> [Exercise instructions] Please give back the listing below word for word, without the images.

> [Raw data]
↓↓↓

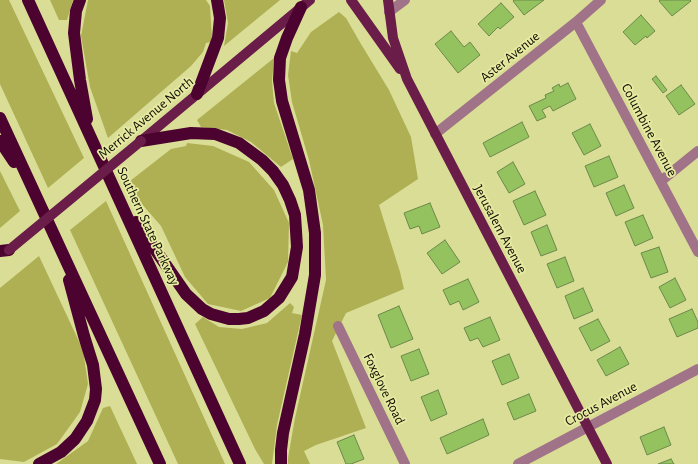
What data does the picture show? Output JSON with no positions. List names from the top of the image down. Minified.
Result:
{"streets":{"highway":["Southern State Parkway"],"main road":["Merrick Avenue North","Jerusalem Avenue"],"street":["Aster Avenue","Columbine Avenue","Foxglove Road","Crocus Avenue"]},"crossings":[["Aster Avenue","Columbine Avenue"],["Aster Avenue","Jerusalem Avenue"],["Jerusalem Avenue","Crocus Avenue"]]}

↑↑↑

> [Exercise response]
What data does the picture show? Output JSON with no positions. List names from the top of the image down. Minified.
Result:
{"streets":{"highway":["Southern State Parkway"],"main road":["Merrick Avenue North","Jerusalem Avenue"],"street":["Aster Avenue","Columbine Avenue","Foxglove Road","Crocus Avenue"]},"crossings":[["Aster Avenue","Columbine Avenue"],["Aster Avenue","Jerusalem Avenue"],["Jerusalem Avenue","Crocus Avenue"]]}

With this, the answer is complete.